__Task brief__.
Pull from the data below each line where the word "feTurbulence" occurs, and copy it.
##############################
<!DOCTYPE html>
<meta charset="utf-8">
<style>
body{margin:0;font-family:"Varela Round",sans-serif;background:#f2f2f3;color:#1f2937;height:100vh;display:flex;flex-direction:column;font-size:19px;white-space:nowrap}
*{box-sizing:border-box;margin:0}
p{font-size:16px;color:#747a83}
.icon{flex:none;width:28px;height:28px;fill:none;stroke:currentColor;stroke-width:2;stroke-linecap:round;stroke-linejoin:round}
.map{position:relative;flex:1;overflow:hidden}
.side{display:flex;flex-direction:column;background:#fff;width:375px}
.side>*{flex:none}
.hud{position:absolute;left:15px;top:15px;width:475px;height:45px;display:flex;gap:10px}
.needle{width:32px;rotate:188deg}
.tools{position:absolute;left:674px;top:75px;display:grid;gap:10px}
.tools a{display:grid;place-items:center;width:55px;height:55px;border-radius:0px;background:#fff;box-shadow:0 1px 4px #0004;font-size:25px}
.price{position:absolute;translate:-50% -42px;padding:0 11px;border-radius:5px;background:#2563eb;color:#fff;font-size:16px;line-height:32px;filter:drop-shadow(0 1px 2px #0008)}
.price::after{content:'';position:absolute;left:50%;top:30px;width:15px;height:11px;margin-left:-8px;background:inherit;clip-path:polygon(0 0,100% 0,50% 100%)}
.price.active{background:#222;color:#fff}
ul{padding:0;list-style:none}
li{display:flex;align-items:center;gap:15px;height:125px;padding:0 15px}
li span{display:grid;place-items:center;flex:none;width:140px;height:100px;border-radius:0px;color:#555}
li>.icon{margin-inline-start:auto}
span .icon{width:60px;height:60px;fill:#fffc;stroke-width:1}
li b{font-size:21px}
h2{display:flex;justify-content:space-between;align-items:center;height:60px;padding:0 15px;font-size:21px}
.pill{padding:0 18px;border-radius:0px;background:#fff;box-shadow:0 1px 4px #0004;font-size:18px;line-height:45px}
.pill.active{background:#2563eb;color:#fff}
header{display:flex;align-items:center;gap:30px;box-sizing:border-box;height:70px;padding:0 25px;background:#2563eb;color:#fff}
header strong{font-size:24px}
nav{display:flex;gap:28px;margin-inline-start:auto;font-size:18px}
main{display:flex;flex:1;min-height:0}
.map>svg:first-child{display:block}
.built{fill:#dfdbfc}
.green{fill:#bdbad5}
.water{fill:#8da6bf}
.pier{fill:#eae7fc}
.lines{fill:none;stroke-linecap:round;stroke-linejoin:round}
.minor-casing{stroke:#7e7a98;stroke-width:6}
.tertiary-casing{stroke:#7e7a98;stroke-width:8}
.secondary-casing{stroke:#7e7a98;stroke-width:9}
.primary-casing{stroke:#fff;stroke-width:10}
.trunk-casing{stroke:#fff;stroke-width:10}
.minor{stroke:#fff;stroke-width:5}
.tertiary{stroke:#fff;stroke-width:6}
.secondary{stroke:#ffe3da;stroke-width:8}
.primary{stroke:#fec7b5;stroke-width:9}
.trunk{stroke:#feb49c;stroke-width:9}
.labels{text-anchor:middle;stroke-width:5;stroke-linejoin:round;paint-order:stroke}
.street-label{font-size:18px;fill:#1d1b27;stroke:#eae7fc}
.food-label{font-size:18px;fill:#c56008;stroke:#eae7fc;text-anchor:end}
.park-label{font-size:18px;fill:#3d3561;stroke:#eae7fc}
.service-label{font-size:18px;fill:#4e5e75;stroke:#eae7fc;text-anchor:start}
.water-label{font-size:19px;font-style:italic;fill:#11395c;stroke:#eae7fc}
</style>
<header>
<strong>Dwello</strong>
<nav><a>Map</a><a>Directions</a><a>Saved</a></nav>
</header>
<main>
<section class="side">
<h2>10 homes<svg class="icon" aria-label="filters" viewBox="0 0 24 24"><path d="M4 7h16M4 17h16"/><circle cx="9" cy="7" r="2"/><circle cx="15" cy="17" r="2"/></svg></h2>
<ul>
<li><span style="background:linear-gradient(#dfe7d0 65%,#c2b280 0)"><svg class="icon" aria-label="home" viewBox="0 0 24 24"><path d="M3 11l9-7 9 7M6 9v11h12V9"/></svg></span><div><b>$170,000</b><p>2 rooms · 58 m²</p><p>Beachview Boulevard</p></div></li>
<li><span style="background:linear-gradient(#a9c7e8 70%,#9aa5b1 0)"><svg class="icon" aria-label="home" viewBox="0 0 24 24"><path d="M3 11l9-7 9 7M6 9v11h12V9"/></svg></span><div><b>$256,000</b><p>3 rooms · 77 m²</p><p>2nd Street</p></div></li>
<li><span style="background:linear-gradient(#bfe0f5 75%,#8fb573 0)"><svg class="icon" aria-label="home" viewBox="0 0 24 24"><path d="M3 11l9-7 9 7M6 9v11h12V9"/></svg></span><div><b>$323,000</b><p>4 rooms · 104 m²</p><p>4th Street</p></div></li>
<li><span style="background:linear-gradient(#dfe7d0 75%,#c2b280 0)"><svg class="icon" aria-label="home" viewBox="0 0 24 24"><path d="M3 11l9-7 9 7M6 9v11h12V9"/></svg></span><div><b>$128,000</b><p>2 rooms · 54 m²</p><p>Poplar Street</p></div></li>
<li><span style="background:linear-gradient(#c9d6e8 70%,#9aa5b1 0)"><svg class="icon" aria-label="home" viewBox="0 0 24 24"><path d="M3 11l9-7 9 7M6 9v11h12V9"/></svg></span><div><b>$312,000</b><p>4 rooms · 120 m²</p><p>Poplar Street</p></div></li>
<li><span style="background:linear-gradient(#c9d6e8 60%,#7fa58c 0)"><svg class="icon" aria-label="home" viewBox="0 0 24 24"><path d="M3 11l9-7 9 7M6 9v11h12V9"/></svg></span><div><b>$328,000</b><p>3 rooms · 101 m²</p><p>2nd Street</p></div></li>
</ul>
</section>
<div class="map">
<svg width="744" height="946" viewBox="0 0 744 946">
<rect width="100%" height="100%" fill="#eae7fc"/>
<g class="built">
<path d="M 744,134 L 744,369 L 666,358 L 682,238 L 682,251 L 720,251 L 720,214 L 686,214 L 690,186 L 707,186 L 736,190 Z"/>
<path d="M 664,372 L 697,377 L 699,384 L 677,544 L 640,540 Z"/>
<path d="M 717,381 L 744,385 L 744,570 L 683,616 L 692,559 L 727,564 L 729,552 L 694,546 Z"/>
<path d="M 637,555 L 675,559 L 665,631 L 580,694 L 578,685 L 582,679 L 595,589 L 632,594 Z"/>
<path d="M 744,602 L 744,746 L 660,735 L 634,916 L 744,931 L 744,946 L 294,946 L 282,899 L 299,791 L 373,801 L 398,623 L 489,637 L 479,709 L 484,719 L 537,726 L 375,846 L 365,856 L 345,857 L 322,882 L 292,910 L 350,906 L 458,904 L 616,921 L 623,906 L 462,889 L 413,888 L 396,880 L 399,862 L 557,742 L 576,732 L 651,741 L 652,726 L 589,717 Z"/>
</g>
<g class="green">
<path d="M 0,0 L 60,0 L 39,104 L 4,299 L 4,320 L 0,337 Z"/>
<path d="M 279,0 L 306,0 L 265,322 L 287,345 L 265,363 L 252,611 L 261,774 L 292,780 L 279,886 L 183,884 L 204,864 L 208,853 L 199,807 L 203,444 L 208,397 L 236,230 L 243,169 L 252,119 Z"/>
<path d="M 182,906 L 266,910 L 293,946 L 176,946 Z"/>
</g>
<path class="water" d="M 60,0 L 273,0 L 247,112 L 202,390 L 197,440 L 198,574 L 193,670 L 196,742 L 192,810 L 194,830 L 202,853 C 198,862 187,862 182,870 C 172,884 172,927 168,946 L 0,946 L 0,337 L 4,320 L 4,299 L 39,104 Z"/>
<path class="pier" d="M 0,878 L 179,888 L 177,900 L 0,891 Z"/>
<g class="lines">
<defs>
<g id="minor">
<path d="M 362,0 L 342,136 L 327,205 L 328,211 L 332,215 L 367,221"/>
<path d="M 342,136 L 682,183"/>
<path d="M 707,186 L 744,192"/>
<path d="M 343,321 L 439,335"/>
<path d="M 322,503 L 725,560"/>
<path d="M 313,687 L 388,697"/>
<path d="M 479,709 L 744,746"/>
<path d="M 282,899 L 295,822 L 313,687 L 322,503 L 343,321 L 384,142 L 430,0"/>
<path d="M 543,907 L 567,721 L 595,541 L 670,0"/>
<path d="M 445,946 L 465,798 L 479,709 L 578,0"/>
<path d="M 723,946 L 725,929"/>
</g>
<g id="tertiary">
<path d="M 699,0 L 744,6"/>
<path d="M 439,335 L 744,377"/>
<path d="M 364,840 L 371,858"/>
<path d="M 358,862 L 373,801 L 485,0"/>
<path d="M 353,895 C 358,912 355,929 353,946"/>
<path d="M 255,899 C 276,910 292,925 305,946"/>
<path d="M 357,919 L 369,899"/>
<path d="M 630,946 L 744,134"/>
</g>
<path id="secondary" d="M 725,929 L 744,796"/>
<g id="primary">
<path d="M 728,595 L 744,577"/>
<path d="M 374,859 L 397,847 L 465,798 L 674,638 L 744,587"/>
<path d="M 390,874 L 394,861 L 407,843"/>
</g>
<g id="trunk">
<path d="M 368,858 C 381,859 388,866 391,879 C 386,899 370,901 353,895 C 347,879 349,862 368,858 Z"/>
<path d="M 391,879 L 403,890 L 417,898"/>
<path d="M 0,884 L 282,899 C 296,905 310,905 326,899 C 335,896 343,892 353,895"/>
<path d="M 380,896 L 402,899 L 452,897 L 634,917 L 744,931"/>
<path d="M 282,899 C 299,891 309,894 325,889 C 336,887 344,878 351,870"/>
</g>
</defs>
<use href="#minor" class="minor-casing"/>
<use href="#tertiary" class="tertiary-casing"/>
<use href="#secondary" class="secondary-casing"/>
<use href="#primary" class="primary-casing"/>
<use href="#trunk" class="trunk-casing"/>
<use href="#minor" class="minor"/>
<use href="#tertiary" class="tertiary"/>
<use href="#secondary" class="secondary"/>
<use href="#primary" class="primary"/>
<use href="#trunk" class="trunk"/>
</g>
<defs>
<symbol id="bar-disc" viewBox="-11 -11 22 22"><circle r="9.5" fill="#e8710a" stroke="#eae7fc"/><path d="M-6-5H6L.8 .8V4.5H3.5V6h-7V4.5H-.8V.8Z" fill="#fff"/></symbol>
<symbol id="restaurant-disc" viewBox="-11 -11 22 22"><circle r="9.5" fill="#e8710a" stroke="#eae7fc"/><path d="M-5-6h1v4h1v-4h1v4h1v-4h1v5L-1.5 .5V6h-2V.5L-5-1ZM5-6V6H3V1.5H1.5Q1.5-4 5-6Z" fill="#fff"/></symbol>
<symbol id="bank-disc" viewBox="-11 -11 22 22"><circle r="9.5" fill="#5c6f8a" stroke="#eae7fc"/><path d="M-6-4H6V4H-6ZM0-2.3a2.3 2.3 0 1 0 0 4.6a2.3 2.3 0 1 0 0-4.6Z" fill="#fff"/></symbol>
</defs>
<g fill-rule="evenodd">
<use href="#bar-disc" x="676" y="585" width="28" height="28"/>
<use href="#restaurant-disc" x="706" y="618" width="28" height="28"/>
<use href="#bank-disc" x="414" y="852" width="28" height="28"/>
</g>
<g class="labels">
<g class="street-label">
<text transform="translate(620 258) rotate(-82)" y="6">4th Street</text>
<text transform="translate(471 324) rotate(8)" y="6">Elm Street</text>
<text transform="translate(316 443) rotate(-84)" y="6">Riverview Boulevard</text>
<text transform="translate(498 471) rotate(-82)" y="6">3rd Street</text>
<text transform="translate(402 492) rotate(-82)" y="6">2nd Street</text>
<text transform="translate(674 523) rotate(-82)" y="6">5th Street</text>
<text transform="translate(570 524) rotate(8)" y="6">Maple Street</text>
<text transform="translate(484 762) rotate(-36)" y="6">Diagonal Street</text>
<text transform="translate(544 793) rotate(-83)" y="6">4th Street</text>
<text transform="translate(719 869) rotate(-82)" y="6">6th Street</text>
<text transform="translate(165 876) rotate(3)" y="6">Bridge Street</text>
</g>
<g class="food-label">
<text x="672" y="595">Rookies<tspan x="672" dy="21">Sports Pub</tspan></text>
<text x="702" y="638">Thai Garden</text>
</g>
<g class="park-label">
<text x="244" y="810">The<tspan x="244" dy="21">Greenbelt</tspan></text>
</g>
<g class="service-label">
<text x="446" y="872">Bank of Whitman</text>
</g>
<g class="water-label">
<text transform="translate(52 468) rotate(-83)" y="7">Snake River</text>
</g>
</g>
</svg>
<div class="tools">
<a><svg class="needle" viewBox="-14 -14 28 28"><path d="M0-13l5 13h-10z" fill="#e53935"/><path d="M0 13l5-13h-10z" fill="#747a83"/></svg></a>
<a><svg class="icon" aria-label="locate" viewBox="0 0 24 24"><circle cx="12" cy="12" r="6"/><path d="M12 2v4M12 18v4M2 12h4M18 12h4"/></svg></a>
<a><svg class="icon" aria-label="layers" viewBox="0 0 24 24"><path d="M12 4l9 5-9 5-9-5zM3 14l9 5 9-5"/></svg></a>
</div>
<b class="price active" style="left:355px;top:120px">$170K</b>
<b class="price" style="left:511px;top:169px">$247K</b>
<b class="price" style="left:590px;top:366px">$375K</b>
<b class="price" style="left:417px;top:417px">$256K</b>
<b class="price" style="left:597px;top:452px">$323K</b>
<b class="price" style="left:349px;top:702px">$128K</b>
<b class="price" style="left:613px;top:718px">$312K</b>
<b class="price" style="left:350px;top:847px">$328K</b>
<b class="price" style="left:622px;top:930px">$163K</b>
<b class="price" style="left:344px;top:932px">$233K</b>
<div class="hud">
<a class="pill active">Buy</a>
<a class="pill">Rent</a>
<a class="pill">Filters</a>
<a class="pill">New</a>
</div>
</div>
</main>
##############################
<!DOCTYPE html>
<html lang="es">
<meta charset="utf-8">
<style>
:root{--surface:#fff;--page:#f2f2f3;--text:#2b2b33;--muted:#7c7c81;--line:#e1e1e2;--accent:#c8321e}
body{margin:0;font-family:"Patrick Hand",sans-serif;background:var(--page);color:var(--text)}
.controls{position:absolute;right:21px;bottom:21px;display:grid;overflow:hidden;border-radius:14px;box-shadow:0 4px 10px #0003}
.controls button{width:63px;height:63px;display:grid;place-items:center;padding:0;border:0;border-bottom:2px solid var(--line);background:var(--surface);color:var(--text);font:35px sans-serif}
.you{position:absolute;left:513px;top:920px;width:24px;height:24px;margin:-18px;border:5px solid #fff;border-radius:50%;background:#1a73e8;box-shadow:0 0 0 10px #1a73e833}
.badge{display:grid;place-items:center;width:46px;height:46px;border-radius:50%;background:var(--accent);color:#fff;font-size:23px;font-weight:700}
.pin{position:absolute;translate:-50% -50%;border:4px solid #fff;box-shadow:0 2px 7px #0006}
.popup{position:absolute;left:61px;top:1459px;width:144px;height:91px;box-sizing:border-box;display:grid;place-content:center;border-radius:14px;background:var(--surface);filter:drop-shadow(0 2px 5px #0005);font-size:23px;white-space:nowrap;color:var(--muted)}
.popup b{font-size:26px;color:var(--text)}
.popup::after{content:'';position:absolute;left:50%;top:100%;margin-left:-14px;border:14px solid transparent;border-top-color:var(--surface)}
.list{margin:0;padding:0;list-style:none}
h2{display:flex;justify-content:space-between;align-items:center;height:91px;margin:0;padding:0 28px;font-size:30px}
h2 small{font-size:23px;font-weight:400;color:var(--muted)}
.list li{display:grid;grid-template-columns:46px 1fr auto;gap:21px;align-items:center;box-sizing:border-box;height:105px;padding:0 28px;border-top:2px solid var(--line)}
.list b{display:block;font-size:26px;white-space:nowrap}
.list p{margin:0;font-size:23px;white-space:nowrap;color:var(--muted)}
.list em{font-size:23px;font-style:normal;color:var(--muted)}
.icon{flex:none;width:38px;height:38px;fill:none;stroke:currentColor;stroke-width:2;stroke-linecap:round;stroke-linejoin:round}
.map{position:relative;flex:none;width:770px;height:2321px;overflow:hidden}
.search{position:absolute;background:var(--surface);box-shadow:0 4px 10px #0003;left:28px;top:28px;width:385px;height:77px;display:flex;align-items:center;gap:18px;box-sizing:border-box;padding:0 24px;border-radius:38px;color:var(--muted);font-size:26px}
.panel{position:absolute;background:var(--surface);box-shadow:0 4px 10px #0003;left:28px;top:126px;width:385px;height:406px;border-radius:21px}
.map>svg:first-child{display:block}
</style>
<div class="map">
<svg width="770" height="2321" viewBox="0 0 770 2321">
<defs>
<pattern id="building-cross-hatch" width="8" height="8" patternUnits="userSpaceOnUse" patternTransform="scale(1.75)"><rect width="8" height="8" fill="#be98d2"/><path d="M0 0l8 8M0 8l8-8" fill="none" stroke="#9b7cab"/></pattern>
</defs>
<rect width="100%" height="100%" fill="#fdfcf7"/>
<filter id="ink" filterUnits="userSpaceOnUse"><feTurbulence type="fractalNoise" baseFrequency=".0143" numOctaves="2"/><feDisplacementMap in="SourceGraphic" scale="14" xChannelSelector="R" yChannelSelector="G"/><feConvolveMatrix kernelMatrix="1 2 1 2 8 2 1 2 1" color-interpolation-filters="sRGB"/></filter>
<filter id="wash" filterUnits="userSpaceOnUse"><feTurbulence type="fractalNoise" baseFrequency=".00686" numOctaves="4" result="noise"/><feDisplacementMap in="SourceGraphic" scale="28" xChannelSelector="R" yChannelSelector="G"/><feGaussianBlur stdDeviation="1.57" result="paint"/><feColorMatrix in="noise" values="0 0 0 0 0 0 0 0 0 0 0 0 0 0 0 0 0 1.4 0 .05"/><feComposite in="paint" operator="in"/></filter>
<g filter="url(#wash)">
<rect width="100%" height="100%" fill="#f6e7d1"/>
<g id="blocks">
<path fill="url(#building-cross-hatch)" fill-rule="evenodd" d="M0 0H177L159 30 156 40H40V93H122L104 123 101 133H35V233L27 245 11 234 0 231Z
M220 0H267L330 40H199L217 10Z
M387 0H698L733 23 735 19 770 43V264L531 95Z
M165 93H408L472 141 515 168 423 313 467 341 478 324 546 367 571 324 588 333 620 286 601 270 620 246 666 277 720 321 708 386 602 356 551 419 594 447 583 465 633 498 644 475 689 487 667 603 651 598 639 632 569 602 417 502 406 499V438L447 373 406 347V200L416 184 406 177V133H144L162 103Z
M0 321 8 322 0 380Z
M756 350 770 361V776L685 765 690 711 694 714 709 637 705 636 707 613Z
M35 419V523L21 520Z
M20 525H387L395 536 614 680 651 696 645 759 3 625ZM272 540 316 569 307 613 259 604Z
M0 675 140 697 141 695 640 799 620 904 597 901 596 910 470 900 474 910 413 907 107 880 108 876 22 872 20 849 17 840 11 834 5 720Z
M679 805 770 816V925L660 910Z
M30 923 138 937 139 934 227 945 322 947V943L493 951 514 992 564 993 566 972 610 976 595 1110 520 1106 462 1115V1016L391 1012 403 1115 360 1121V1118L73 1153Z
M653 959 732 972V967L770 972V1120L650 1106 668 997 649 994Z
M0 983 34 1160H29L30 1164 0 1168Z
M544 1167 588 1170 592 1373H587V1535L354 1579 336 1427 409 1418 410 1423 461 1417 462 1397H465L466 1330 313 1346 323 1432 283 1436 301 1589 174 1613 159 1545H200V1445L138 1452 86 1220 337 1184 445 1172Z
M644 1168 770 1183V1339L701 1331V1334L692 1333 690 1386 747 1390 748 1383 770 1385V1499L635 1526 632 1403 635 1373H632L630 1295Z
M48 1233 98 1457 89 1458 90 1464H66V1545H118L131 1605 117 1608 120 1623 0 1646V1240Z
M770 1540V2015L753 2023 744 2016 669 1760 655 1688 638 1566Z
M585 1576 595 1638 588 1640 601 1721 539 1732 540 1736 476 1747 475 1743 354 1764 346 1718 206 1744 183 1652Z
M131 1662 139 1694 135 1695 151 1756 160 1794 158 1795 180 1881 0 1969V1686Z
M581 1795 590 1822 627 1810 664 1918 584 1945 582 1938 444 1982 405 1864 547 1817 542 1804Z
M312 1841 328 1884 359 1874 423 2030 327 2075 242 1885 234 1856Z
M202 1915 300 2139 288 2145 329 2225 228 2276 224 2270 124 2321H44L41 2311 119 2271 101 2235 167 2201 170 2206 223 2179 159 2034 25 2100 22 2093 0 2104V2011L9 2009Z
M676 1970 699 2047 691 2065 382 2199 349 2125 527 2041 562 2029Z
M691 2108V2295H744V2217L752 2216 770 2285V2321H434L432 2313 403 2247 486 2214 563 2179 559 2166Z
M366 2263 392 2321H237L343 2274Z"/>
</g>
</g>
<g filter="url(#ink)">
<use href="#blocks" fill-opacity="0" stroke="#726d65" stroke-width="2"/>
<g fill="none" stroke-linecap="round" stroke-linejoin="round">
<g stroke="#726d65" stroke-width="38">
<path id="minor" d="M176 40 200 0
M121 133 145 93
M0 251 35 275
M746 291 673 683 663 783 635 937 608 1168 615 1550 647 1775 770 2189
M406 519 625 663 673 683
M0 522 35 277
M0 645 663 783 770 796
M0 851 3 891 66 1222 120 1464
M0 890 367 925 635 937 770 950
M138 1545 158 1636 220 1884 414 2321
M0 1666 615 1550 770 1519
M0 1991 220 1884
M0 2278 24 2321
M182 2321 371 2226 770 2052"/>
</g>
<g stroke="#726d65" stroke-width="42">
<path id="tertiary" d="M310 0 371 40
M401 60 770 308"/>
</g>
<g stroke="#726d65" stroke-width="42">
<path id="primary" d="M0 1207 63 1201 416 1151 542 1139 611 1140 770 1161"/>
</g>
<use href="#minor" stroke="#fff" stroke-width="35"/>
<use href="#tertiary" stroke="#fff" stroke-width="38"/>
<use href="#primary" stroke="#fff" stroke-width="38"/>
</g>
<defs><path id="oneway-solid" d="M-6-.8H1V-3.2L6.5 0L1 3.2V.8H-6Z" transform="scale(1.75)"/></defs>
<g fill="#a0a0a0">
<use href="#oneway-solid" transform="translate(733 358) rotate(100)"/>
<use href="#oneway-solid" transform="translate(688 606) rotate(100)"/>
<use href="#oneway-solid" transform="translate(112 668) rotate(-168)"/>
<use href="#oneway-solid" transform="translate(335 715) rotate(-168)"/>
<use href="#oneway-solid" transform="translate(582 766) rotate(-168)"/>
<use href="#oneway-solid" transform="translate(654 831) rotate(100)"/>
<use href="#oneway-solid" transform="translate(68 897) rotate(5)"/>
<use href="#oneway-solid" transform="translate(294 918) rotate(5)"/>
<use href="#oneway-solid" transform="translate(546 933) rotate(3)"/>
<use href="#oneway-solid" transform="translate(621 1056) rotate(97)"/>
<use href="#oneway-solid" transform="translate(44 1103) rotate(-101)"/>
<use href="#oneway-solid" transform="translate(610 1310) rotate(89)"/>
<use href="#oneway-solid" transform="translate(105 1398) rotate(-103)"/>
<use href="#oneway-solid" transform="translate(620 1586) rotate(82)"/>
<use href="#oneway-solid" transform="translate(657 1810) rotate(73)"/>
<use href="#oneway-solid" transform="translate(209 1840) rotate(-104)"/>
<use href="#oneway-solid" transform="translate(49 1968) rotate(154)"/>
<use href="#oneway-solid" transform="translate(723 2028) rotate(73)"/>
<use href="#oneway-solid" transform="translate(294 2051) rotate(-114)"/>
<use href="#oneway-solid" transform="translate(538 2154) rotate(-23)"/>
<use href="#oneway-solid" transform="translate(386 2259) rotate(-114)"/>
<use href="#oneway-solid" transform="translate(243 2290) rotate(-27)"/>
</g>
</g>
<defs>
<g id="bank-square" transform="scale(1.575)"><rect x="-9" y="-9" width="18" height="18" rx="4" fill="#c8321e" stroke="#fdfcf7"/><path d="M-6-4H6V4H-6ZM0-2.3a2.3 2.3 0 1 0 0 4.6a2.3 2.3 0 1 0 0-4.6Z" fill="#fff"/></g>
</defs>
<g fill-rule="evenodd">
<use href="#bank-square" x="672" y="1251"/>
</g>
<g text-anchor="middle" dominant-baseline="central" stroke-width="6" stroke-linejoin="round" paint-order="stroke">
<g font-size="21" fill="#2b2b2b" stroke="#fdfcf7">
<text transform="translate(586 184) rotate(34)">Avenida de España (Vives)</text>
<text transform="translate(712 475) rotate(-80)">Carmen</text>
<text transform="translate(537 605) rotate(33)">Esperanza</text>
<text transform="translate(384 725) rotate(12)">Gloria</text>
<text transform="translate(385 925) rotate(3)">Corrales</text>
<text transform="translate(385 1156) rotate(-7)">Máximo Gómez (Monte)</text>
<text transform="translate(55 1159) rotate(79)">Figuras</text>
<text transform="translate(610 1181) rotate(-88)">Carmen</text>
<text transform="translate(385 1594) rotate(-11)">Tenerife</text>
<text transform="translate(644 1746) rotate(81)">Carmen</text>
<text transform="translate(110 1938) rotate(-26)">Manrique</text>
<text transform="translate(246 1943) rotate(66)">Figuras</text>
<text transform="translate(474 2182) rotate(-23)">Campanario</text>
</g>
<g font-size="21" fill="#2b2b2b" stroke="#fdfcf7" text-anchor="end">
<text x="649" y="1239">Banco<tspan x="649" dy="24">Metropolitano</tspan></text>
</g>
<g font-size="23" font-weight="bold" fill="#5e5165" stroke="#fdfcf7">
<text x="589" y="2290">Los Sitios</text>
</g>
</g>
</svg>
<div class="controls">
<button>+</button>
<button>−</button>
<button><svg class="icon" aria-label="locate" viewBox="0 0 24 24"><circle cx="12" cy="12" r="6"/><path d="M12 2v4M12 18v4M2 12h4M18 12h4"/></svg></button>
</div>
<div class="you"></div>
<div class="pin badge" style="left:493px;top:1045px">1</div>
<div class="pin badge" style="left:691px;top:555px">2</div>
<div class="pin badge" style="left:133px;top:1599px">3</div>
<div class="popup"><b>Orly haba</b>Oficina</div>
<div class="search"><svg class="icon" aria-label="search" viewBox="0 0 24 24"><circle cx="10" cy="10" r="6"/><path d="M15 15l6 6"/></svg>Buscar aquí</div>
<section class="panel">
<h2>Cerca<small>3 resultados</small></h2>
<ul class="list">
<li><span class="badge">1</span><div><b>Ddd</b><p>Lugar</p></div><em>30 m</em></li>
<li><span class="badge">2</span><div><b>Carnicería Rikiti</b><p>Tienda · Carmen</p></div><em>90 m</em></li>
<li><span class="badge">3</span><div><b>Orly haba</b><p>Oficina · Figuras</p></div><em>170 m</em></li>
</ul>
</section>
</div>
##############################
__Exercise solution__.
<filter id="ink" filterUnits="userSpaceOnUse"><feTurbulence type="fractalNoise" baseFrequency=".0143" numOctaves="2"/><feDisplacementMap in="SourceGraphic" scale="14" xChannelSelector="R" yChannelSelector="G"/><feConvolveMatrix kernelMatrix="1 2 1 2 8 2 1 2 1" color-interpolation-filters="sRGB"/></filter>
<filter id="wash" filterUnits="userSpaceOnUse"><feTurbulence type="fractalNoise" baseFrequency=".00686" numOctaves="4" result="noise"/><feDisplacementMap in="SourceGraphic" scale="28" xChannelSelector="R" yChannelSelector="G"/><feGaussianBlur stdDeviation="1.57" result="paint"/><feColorMatrix in="noise" values="0 0 0 0 0 0 0 0 0 0 0 0 0 0 0 0 0 1.4 0 .05"/><feComposite in="paint" operator="in"/></filter>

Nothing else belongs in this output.